Top of page

Notice: We are making improvements in the structure of the Web Archives that may result in intermittent unavailability. Read more about these improvements.

Program Web Archiving

Frequently Asked Questions

I was contacted via email by the Library of Congress about archiving of my site. Is this a real request? Is it safe to click on the link in the email?

The Library is notifying site owners through email.

The Library uses a permissions tool that allows easy contact with site owners via email and enables the site owners to respond to permissions requests using a web form.

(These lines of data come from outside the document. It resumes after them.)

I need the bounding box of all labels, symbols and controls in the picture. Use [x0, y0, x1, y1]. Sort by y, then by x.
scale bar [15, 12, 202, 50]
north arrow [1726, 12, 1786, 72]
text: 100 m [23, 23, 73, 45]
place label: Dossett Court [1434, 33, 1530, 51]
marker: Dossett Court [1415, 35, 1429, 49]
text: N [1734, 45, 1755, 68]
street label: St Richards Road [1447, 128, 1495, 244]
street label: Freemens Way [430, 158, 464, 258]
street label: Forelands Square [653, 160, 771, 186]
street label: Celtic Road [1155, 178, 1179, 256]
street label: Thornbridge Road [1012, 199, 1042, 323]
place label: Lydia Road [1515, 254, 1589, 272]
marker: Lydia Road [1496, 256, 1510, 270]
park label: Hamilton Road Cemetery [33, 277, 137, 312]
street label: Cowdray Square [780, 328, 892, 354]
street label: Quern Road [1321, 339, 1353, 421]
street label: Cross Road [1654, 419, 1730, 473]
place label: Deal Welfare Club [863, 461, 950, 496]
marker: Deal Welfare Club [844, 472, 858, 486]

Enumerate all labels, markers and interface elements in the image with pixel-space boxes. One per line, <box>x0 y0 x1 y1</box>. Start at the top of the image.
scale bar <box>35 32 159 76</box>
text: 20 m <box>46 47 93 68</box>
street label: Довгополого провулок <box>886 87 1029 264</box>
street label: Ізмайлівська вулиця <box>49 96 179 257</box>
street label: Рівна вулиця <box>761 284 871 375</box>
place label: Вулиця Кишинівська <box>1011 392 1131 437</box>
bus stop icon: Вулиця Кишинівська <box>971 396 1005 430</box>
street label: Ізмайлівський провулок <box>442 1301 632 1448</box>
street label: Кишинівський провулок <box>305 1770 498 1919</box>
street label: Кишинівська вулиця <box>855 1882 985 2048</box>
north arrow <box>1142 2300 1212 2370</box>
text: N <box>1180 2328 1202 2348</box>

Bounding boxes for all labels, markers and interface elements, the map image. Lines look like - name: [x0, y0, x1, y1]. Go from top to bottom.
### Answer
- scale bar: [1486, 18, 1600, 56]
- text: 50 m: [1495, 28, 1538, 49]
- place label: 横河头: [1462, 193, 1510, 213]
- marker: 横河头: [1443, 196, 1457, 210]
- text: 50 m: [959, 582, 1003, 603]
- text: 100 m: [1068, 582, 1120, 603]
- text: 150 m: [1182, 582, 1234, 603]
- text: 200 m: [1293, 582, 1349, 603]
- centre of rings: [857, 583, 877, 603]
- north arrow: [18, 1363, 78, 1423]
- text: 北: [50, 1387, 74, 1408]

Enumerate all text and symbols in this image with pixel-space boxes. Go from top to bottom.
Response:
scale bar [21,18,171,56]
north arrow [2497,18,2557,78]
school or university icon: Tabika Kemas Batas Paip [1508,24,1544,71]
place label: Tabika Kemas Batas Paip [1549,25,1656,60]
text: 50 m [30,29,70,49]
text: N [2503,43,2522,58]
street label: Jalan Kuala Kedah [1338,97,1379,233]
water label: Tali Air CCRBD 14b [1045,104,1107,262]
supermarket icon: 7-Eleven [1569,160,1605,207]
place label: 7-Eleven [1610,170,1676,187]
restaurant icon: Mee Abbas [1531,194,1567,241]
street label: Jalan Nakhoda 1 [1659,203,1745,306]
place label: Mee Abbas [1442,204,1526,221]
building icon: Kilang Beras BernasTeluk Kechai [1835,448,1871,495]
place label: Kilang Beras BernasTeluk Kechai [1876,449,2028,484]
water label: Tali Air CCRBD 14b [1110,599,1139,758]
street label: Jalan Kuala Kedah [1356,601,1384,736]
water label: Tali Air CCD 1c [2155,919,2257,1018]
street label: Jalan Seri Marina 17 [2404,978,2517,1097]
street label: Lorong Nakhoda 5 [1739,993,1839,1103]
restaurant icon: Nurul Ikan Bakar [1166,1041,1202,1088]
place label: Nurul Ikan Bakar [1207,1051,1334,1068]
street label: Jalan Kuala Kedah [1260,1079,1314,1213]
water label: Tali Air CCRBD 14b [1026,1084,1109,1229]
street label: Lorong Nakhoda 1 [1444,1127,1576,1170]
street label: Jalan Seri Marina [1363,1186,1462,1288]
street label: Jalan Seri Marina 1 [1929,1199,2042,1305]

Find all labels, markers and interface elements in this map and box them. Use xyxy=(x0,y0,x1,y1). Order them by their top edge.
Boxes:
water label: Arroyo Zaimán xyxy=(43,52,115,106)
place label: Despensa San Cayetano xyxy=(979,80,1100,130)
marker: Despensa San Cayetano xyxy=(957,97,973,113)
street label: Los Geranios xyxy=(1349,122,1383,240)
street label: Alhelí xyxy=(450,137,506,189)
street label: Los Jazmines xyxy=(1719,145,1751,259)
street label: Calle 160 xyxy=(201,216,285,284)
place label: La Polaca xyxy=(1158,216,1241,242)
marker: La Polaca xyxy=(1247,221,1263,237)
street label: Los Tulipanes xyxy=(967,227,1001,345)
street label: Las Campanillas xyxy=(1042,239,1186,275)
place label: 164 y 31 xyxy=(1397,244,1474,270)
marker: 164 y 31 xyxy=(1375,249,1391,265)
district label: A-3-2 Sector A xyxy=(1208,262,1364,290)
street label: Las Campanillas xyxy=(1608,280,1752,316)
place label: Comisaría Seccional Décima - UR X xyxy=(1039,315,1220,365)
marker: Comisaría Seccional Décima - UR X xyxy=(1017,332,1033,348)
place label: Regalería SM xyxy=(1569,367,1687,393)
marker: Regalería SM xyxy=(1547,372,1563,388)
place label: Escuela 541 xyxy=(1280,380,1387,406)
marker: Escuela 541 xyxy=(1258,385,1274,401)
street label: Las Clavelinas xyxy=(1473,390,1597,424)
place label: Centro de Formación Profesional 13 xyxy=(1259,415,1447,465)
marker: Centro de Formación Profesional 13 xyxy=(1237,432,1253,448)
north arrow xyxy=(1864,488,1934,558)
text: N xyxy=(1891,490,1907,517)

The responses are then recorded in a database.

The email you receive from the Library of Congress contains webcapture AT loc DOT gov in the "from" address and "Inclusion of your Website in the Library of Congress Web Archives" in the subject line.

If you would like to confirm that the Library sent the permission e-mail, please contact us and a member of the Web Archiving Team will assist you.  

I am having difficulty filling out your permissions form.

Please contact us if you have problems with the form or reply to the permission request email, and staff from the Library of Congress Web Archiving Program will assist you.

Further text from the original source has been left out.